Scan the material and copy every line in which "strokeStyle" appears.

---------- SUPPLIED RECORDS

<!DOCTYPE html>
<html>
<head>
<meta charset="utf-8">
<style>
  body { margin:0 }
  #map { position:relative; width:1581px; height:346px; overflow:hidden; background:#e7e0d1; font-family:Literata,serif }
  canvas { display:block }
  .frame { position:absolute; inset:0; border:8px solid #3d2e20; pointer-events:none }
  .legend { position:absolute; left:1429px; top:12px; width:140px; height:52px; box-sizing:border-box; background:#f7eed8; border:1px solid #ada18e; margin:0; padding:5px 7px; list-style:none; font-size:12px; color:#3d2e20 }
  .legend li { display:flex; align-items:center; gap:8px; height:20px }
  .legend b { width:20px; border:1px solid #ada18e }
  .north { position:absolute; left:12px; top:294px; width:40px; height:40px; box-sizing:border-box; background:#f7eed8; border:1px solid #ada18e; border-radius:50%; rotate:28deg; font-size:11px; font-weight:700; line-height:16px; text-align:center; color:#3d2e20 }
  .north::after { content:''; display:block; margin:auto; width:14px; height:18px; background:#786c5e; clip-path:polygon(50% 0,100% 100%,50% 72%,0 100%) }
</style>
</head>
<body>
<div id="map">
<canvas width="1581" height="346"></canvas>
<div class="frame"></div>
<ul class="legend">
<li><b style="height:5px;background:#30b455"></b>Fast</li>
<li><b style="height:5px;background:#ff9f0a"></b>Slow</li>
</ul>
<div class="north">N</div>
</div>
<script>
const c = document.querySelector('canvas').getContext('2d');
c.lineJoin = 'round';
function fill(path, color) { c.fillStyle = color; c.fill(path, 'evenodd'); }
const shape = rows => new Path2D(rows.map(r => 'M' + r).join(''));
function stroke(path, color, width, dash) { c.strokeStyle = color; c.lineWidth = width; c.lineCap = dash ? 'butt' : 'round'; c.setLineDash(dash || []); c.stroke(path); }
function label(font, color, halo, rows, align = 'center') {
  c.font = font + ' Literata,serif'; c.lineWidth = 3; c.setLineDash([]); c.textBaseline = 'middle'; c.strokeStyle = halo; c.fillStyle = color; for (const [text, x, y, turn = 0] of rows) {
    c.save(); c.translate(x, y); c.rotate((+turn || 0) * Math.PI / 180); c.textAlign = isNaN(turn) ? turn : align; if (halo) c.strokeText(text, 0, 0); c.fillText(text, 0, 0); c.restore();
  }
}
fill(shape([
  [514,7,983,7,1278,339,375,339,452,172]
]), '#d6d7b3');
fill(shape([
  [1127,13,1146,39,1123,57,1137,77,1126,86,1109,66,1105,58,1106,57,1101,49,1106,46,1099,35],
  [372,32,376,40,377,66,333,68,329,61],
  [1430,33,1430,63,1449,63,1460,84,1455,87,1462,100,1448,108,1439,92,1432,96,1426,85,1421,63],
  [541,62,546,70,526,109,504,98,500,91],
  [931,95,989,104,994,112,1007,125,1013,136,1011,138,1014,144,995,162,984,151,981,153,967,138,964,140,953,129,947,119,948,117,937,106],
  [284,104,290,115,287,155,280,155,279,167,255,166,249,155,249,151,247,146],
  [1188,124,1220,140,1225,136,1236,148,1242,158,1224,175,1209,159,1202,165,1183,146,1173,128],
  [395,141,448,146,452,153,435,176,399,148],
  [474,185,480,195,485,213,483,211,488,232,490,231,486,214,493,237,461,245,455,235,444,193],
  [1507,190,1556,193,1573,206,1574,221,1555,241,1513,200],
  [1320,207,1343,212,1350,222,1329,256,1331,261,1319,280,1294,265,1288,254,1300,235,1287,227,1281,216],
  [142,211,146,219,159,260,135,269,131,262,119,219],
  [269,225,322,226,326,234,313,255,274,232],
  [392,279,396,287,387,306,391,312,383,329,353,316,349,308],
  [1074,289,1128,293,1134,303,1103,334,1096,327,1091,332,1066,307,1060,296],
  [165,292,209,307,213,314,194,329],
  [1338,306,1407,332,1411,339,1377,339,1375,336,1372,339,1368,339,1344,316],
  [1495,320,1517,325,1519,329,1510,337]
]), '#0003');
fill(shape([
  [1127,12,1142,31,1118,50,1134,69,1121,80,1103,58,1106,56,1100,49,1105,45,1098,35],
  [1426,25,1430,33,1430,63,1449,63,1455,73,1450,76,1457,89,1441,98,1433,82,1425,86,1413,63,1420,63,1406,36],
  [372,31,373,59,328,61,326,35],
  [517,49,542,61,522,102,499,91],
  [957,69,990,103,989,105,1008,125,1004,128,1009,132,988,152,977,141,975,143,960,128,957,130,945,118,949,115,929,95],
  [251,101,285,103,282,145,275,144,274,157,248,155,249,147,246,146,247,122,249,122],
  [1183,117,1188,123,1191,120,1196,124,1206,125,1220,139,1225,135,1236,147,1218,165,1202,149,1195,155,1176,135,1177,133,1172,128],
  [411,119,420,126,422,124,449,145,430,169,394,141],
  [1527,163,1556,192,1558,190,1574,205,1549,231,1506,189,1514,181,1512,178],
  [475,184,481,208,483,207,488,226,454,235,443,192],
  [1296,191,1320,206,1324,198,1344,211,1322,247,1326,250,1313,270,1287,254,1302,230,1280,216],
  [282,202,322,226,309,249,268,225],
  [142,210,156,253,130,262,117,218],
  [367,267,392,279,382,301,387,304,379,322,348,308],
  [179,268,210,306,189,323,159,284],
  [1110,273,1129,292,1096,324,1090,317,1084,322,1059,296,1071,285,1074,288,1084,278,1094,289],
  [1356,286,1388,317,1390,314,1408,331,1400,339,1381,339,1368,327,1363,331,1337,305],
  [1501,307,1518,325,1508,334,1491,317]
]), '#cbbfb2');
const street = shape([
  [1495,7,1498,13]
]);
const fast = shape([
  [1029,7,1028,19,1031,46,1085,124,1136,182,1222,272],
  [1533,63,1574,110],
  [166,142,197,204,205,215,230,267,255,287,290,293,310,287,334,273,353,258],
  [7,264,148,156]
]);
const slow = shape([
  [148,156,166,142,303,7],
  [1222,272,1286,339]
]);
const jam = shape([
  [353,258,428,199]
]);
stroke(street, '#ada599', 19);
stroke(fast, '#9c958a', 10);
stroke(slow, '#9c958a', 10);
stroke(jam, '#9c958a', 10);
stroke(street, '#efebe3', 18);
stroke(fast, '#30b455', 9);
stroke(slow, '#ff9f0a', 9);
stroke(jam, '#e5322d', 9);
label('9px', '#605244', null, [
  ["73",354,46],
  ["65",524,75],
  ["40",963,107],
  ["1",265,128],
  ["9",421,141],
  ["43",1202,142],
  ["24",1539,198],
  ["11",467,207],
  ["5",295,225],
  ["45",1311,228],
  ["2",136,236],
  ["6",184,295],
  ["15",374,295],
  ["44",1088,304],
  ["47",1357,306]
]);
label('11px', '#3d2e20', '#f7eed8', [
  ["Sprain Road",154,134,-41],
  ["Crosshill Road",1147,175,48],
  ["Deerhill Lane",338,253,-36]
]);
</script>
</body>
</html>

--------------------

### EXERCISE OUTPUT
function stroke(path, color, width, dash) { c.strokeStyle = color; c.lineWidth = width; c.lineCap = dash ? 'butt' : 'round'; c.setLineDash(dash || []); c.stroke(path); }
  c.font = font + ' Literata,serif'; c.lineWidth = 3; c.setLineDash([]); c.textBaseline = 'middle'; c.strokeStyle = halo; c.fillStyle = color; for (const [text, x, y, turn = 0] of rows) {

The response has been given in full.